Sortir du monomythe du héros? Vraiment?

Dernière mise à jour : 16 déc. 2022


Ou comment s'intéresser autrement à la monoculture des mythes...
Et si, sur le seuil de l'aventure, il y avait plusieurs chemins possibles? Et de multiples façons de raconter une histoire qui ait du sens?
Et si - en nous vendant un monomythe universel supposé contenir tous les codes d'une histoire - on nous avait finalement proposé de rester sur la route principale, un modèle de storytelling efficace, mais qui n'est pas un monomythe et qui ne convient pas pour tout le monde, tout le temps?

Si à cette étape, vous vous grattez la tête en fronçant les sourcils, je vous propose de retourner à mon article sur Le monomythe du voyage du héros qui dépiote ce qu'est le mythe du héros et comment il a été établi comme une panacée scénaristique (mais pas que...):


REPRENONS..


Donc, quand je me suis renseignée, j'ai découvert que les critiques ne manquaient pas, et ce dès la publication des thèses de Joseph Campbell1, puis de Christopher Vögler2. Après, les critiques, moi, c'est pas trop mon truc normalement.
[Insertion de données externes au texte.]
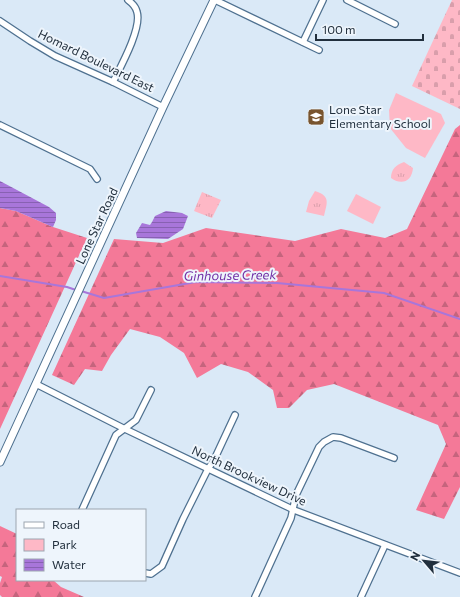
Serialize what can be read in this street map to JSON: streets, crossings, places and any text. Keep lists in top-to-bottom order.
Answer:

Mais là, je fais un article pour nuancer la portée de ces théories...


Donc, j'ai trouvé - pêle-mêle- comme toujours, le pire et le meilleur...





Mais déjà, commençons par le commencement. Pourquoi se pencher sur les critiques ? Le Voyage du héros est quand même tellement ancré dans nos réflexes storytellesques que cela semble presque une hérésie..
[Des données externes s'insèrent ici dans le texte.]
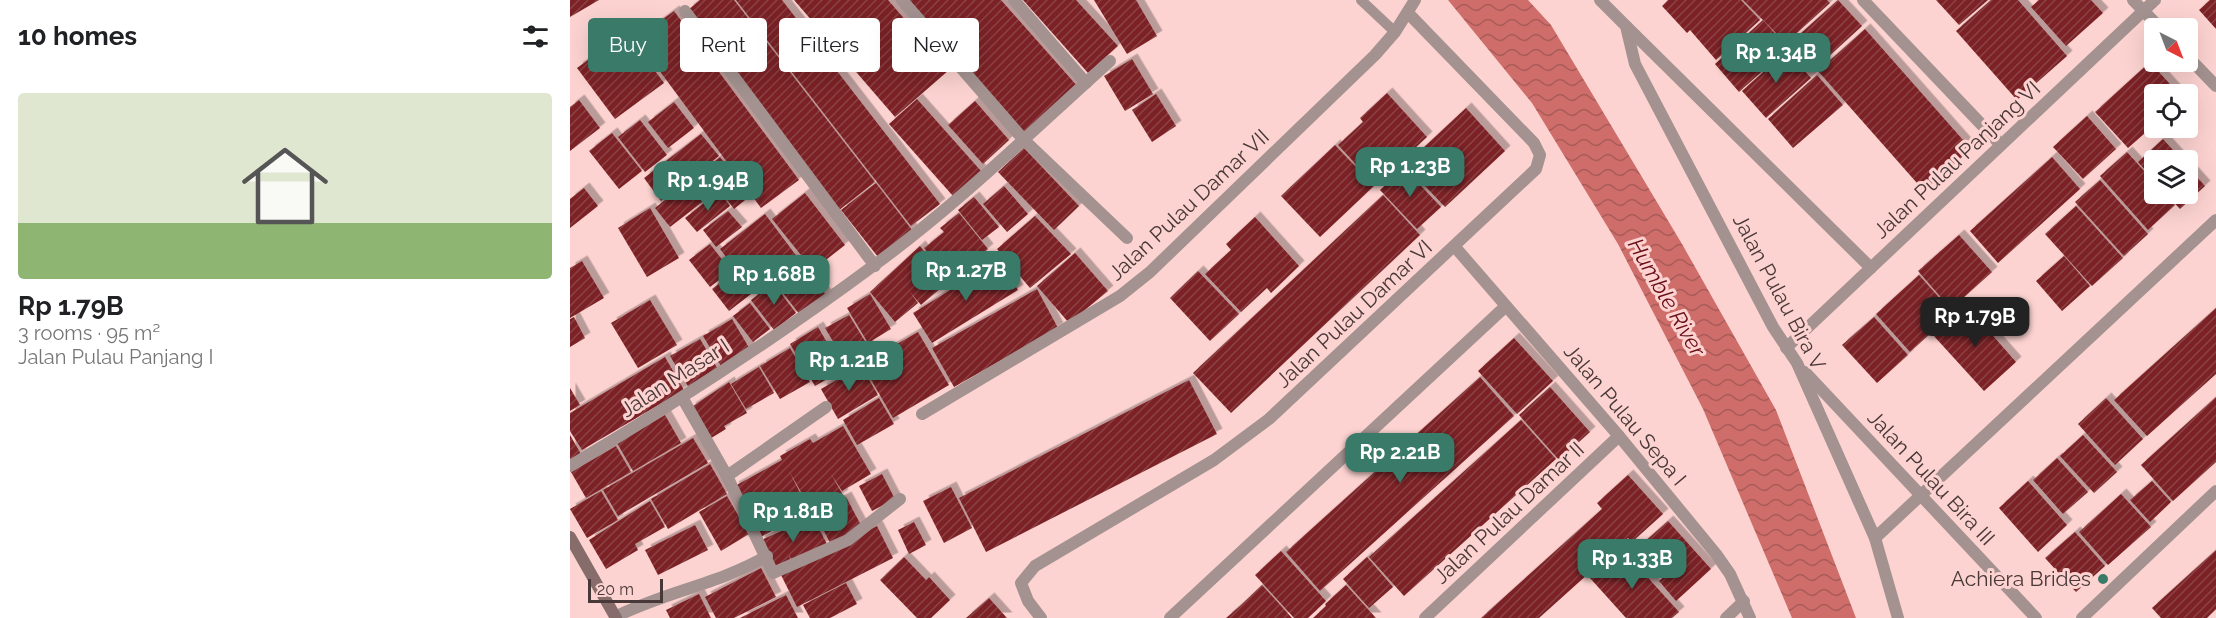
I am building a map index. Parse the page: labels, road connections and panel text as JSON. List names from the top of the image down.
{
  "streets": {
    "street": [
      "Jalan Pulau Panjang VI",
      "Jalan Pulau Damar VII",
      "Jalan Pulau Bira V",
      "Jalan Pulau Damar VI",
      "Jalan Masar I",
      "Jalan Pulau Sepa I",
      "Jalan Pulau Bira III",
      "Jalan Pulau Damar II"
    ]
  },
  "crossings": [
    ["Jalan Pulau Panjang VI", "Jalan Pulau Bira V"],
    ["Jalan Pulau Damar VII", "Jalan Pulau Damar VI"],
    ["Jalan Pulau Bira V", "Jalan Pulau Bira III"],
    ["Jalan Pulau Damar VI", "Jalan Pulau Sepa I"],
    ["Jalan Pulau Sepa I", "Jalan Pulau Damar II"]
  ],
  "water": ["Humble River"],
  "places": ["Achiera Brides"],
  "scale_bar": "20 m",
  "north": "bottom right",
  "page": {
    "heading": "10 homes",
    "chip": [
      "Buy",
      "Rent",
      "Filters",
      "New"
    ],
    "price": [
      "Rp 1.34B",
      "Rp 1.23B",
      "Rp 1.94B",
      "Rp 1.27B",
      "Rp 1.68B",
      "Rp 1.79B",
      "Rp 1.21B",
      "Rp 2.21B",
      "Rp 1.81B",
      "Rp 1.33B"
    ],
    "list": [
      {
        "name": "Rp 1.79B",
        "note": "3 rooms · 95 m² · Jalan Pulau Panjang I"
      }
    ],
    "scale": "20 m"
  }
}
Et bien, le déclic, pour moi, ça a été la lecture de Femmes enracinées, femmes qui s'élèvent2 de Sharon Blackie. Dès le début de l'ouvrage, elle prend ses distances avec le monomythe et propose un voyage alternatif. Et les mots de cette mythologue spécialisée en culture celtique, jungienne comme Campbell, m'ont touchée et ont permis de mettre le doigt sur certains aspects du Voyage qui m'avaient toujours gênée sans que je me le formule.


D’après Sharon Blackie, Joseph Campbell, en identifiant des étapes communes aux mythes, en se penchants sur la question de la trame, avait une démarche intéressante, AVEC LE PRISME D’UN PROFESSEUR BLANC AMERICAIN PRIVILEGIE DES ANNEEES 50. Et cela fait qu’il serait important de regarder son travail sous un nouvel angle.


D’après elle (et beaucoup d'autres), d'abord, ce mythe ne marche pas pour les femmes (et toutes les personnes qui ne sont pas en résonance avec l’archétype du héros), ni pour les sociétés et les histoires qui ne sont pas centrées sur le seul développement du héros. Joseph Campbell a fait abstraction d’un certain nombre de mythes et de contes présentant d’autres protagonistes, dont l’arc d’évolution ne coïncidait pas avec la figure du “héros” (Sharon cite par exemple tous les contes et mythes autour de la figure du forgeron, qui ont peu à peu disparu de nos mémoires). Il a aussi remanié au placard les contes de fée (pour les filles) et semble récuser la notion de récit populaire: je cite: "L'idée que la poésie des cultures traditionnelles provient du peuple. Ce n'est pas vrai! Elle provient d'une élite. De l'expérience de gens particulièrement doués, qui peuvent entendre la chanson de l'univers"3 (cela m'a beaucoup surprise, considérant ce que j'avais lu de lui, et je serais ravie que quelqu'un me prouve que ces paroles ont été prononcées dans un contexte plus large, qui ouvre la voie à une autre interprétation!)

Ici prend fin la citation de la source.